Geçirdiğim hayat diğerlerine nazaran daha kolaydı, hatta 'normal' aileleri olanların çektiği sıkıntıların bizim ailemizde neredeyse hiç yaşanmıyor oluşu çocuk halimle bile beni şaşırtmayı başarıyordu. Yine de ailemin kendi arasında geçirebilmesi, benim insanlarla geçinebildiğim anlamına gelmiyordu elbet.
"Hey, terk edilmiş çocuk." Derlerdi bana. "İbne ailen seni iyi si-" dilleri sürtmüş gibi davranıp gülerlerdi cümle arasında "seviyor mu?" Ortaokul çocuklarının küfür haznesinin genişliği şok ediciydi. Bana söylenen onca lafın ardından ailem tarafından özenle ekilmiş sakin kişiliğim değişmeye ve sinirli bir yapı almaya başlamıştı.

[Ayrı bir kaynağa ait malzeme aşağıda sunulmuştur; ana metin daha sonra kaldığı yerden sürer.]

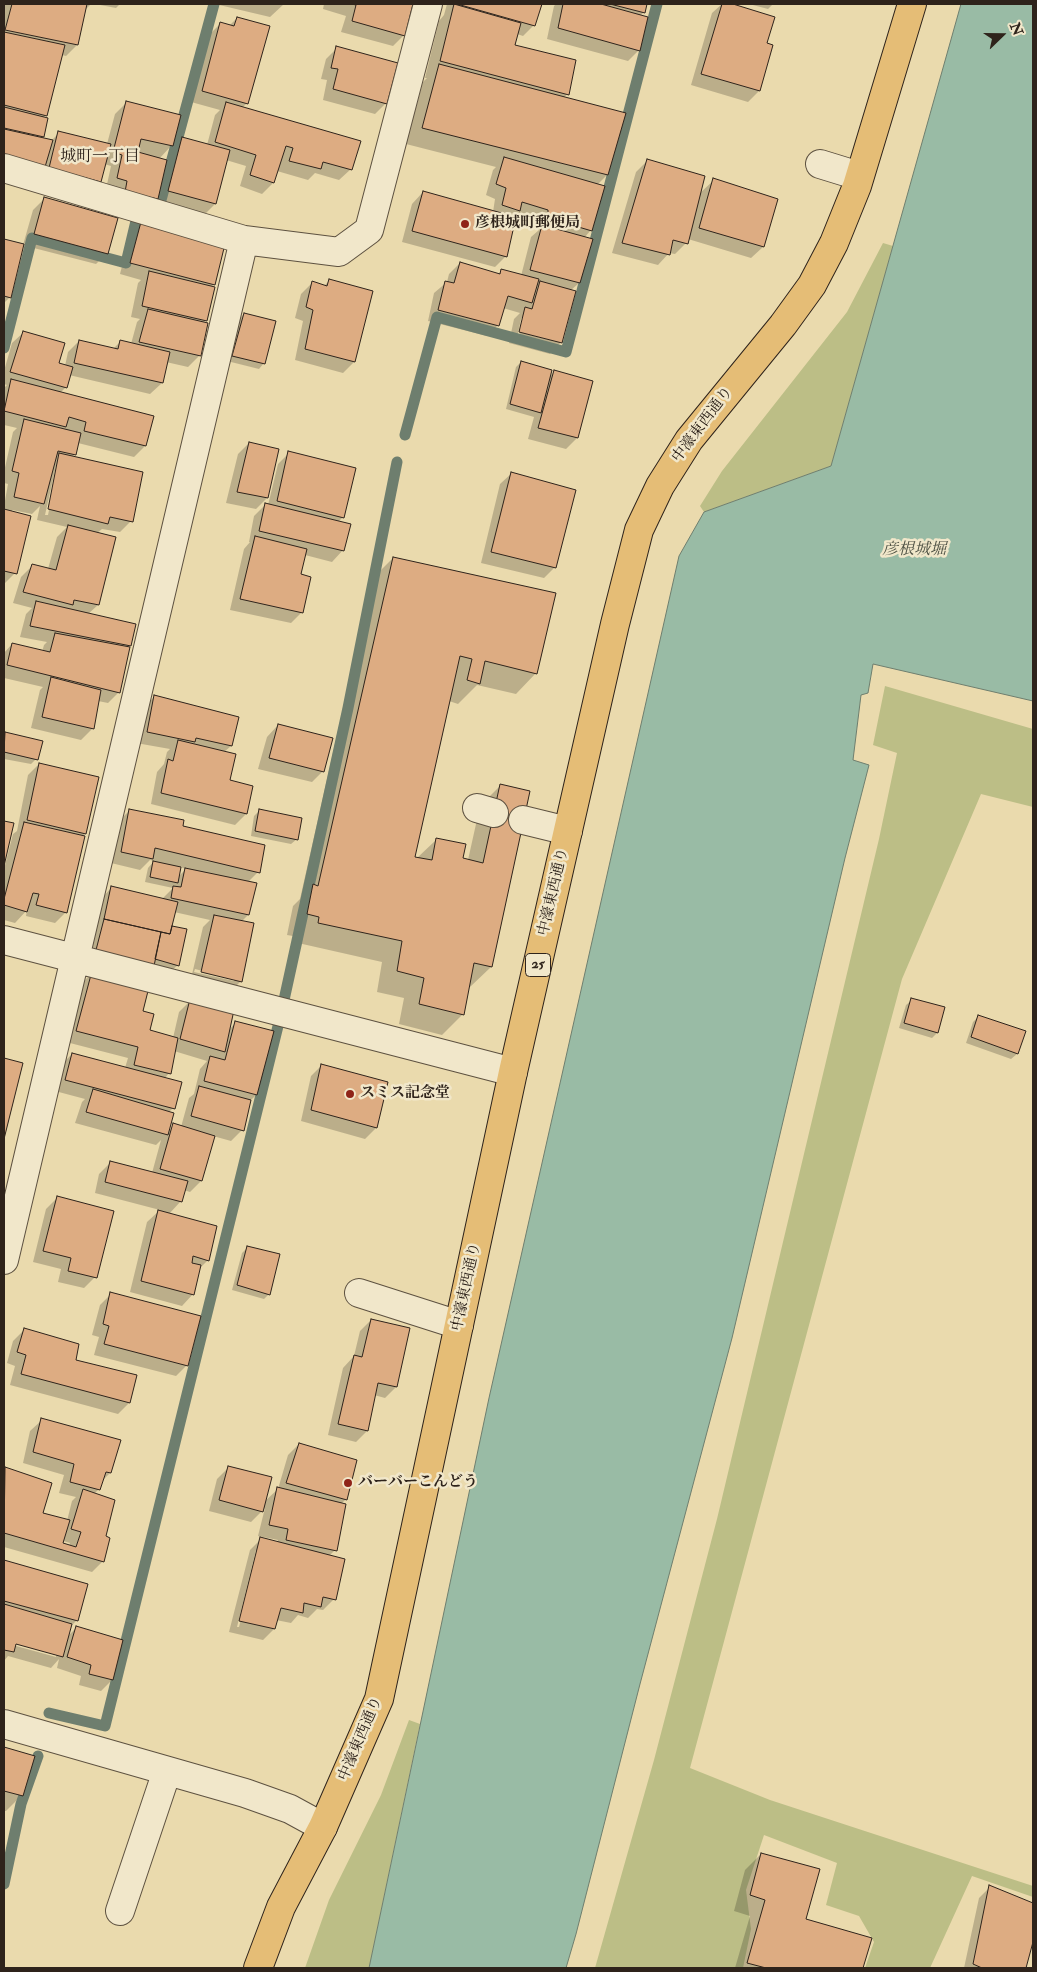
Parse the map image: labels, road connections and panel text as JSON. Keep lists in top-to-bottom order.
{
  "streets": {
    "main road": ["中濠東西通り", "25"]
  },
  "districts": ["城町一丁目"],
  "water": ["彦根城堀"],
  "places": ["彦根城町郵便局", "スミス記念堂", "バーバーこんどう"],
  "north": "right"
}
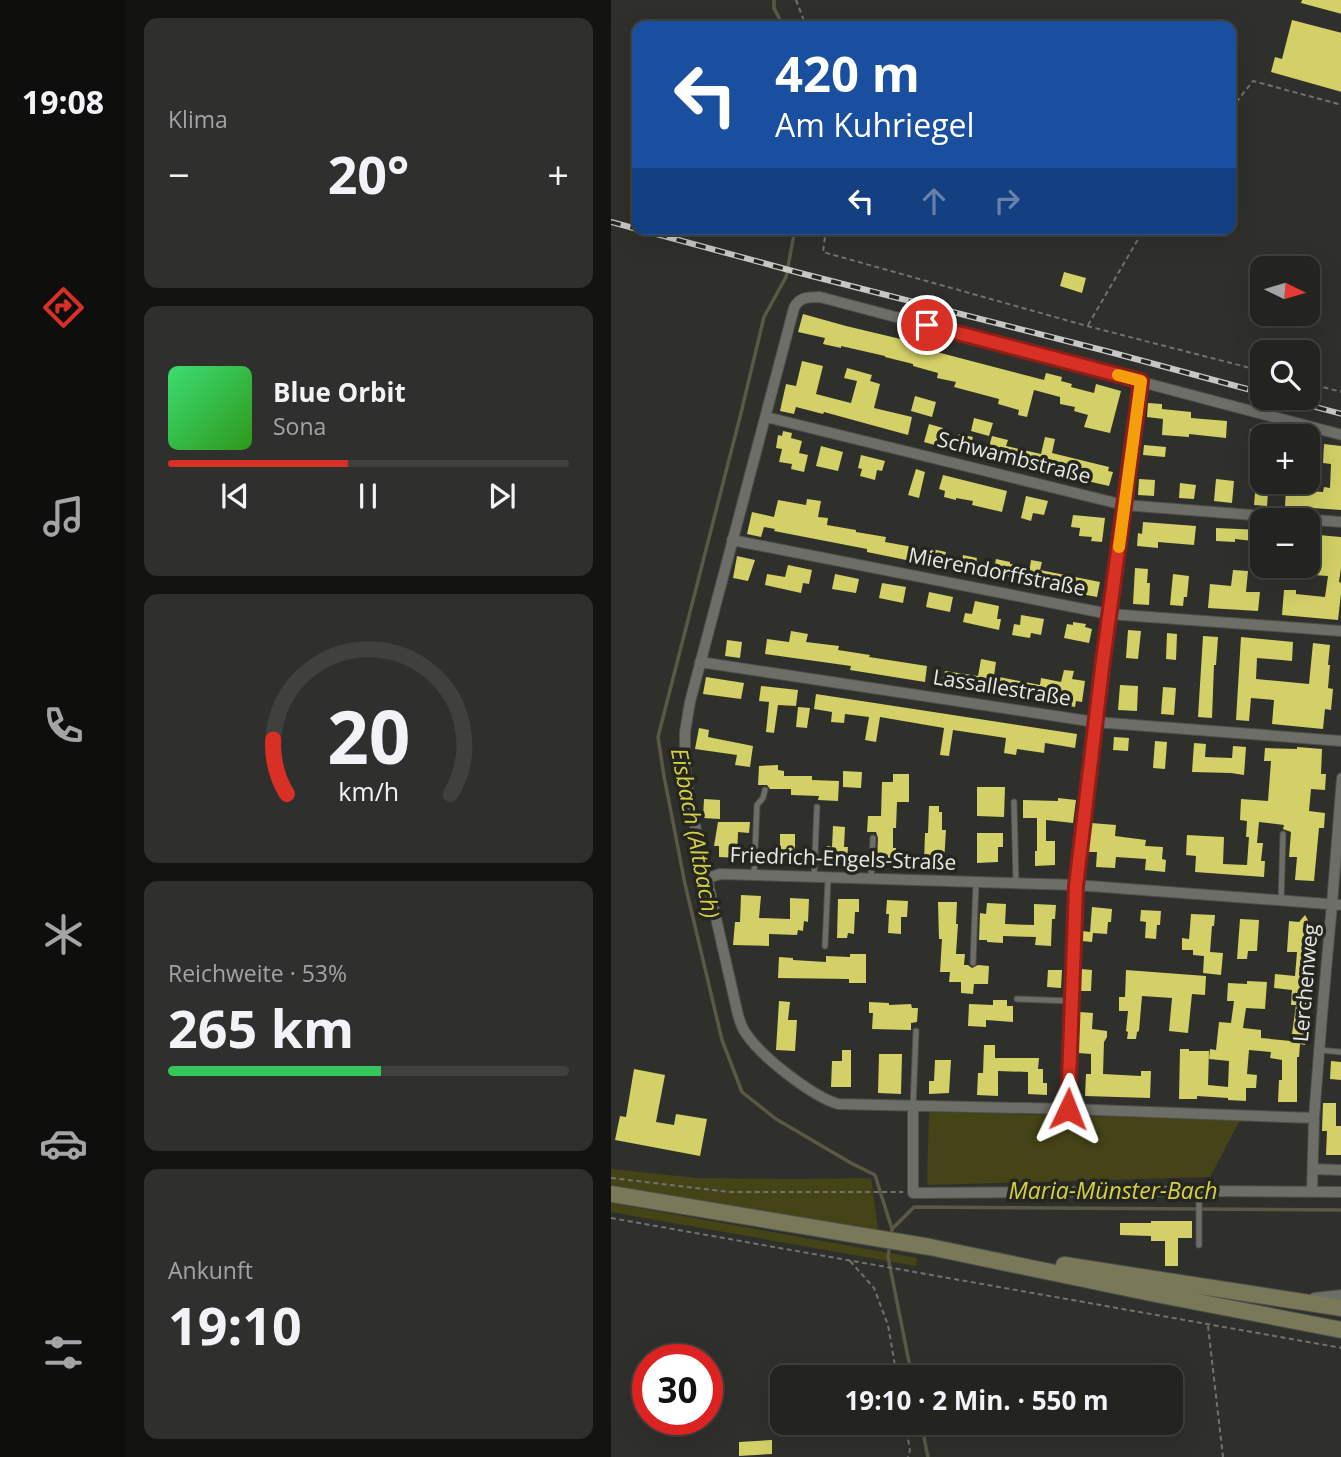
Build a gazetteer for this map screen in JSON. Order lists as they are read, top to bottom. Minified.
{"streets":{"street":["Schwambstraße","Mierendorffstraße","Lassallestraße","Friedrich-Engels-Straße","Lerchenweg"]},"crossings":[["Schwambstraße","Friedrich-Engels-Straße"],["Mierendorffstraße","Friedrich-Engels-Straße"],["Lassallestraße","Friedrich-Engels-Straße"],["Friedrich-Engels-Straße","Lerchenweg"]],"water":["Eisbach (Altbach)","Maria-Münster-Bach"],"north":"right","page":{"tabs":"19:08","tile":["Klima",["Reichweite · 53%","265 km"],["Ankunft","19:10"]],"turn":["420 m","Am Kuhriegel"],"heat":["−","20°","+"],"map_buttons":["+","−"],"song":["Blue Orbit","Sona"],"limit":"30","trip":"19:10 · 2 Min. · 550 m","gauge":["20","km/h"]}}
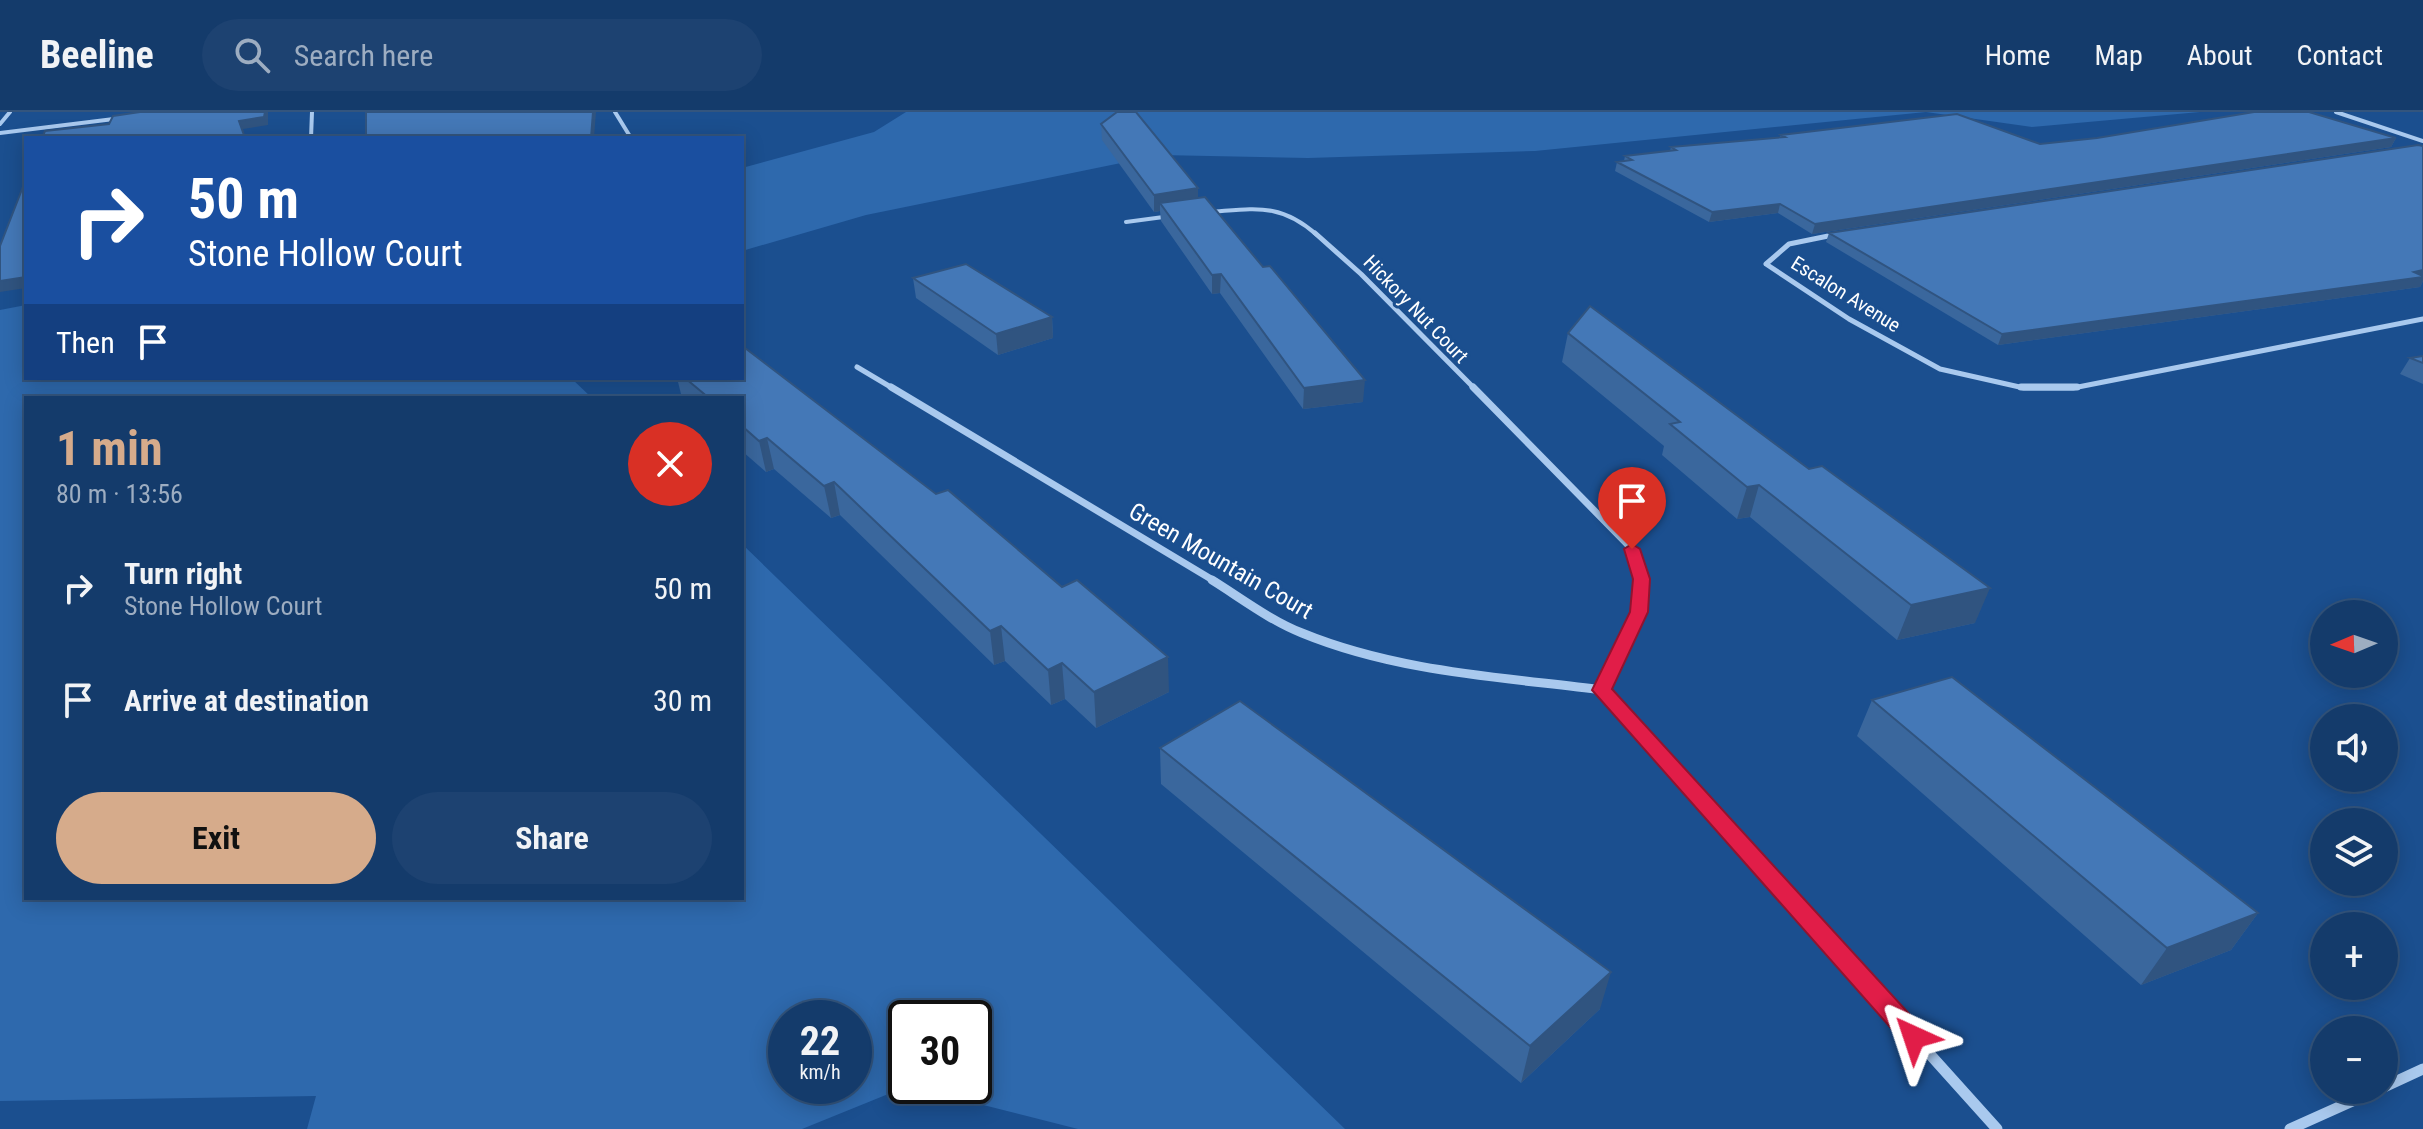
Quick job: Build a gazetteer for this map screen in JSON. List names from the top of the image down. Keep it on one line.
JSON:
{"streets":{"street":["Escalon Avenue","Hickory Nut Court","Green Mountain Court"]},"crossings":[["Hickory Nut Court","Green Mountain Court"]],"north":"left","page":{"header":"Beeline","search":"Search here","nav":["Home","Map","About","Contact"],"turn":["50 m","Stone Hollow Court"],"then":"Then","heading":["1 min","80 m · 13:56"],"list":[{"name":"Turn right","note":"Stone Hollow Court","value":"50 m"},{"name":"Arrive at destination","value":"30 m"}],"map_buttons":["+","−"],"buttons":["Exit","Share"],"speed":"22 km/h","limit":"30"}}
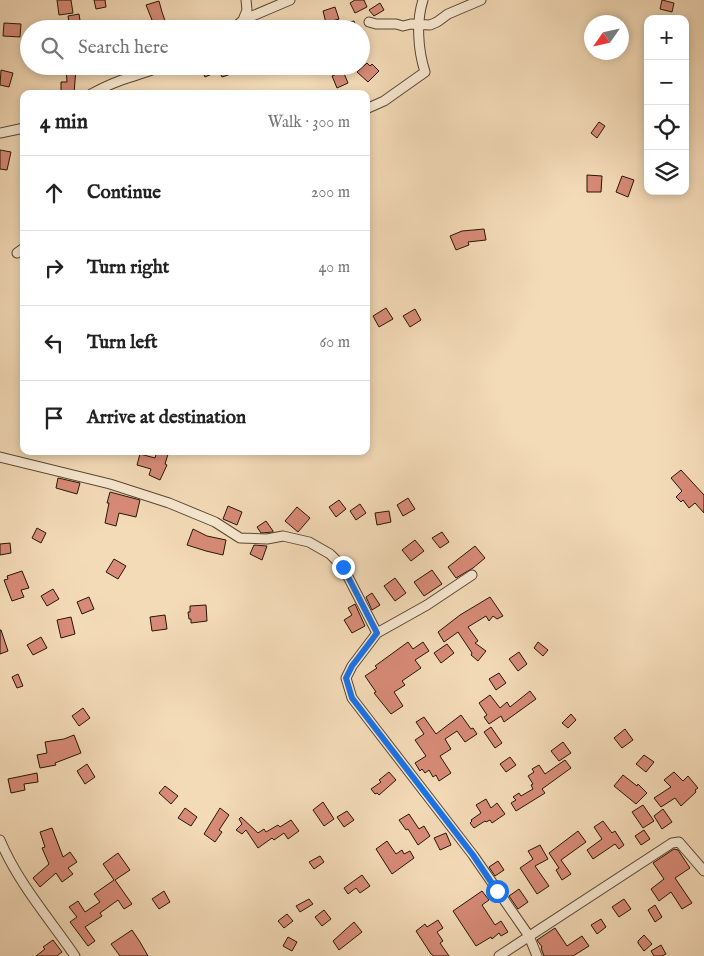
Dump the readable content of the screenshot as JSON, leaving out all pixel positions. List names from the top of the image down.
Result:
{
  "north": "bottom left",
  "page": {
    "map_buttons": ["+", "−"],
    "search": "Search here",
    "heading": ["4 min", "Walk · 300 m"],
    "list": [
      ["Continue", "200 m"],
      ["Turn right", "40 m"],
      ["Turn left", "60 m"],
      "Arrive at destination"
    ]
  }
}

"Yukichi-san, oğlunuz bugün de..."
"Yukichi-san, hastaneye..."
"Yukichi-san,"
"Yukichi-san,"
Her okula çağrılışında artan hayal kırıklığını benden saklamaya çalışan babamın gözleri her şeyi açık ederken kendimi tekrar değiştirmeye çalıştım. Babamı mutsuz etmemek için benim adıma söylenen her türlü çirkin söze kulaklarımı kapadım. Ama onlar, acımasızdılar, babamın hayal kırıklığındansa pek bir keyif alıyorlardı. Babalarımı kötülediler bana, onları eleştirdiler durmaksızın. İçimdeki öfke büyüdükçe kontrol etmesi daha güç hale geldi, artık vücuduma sığmayan bu duyguyu dışa vurduğumda ise işler olması gerekenden daha kötü sonlanmıştı.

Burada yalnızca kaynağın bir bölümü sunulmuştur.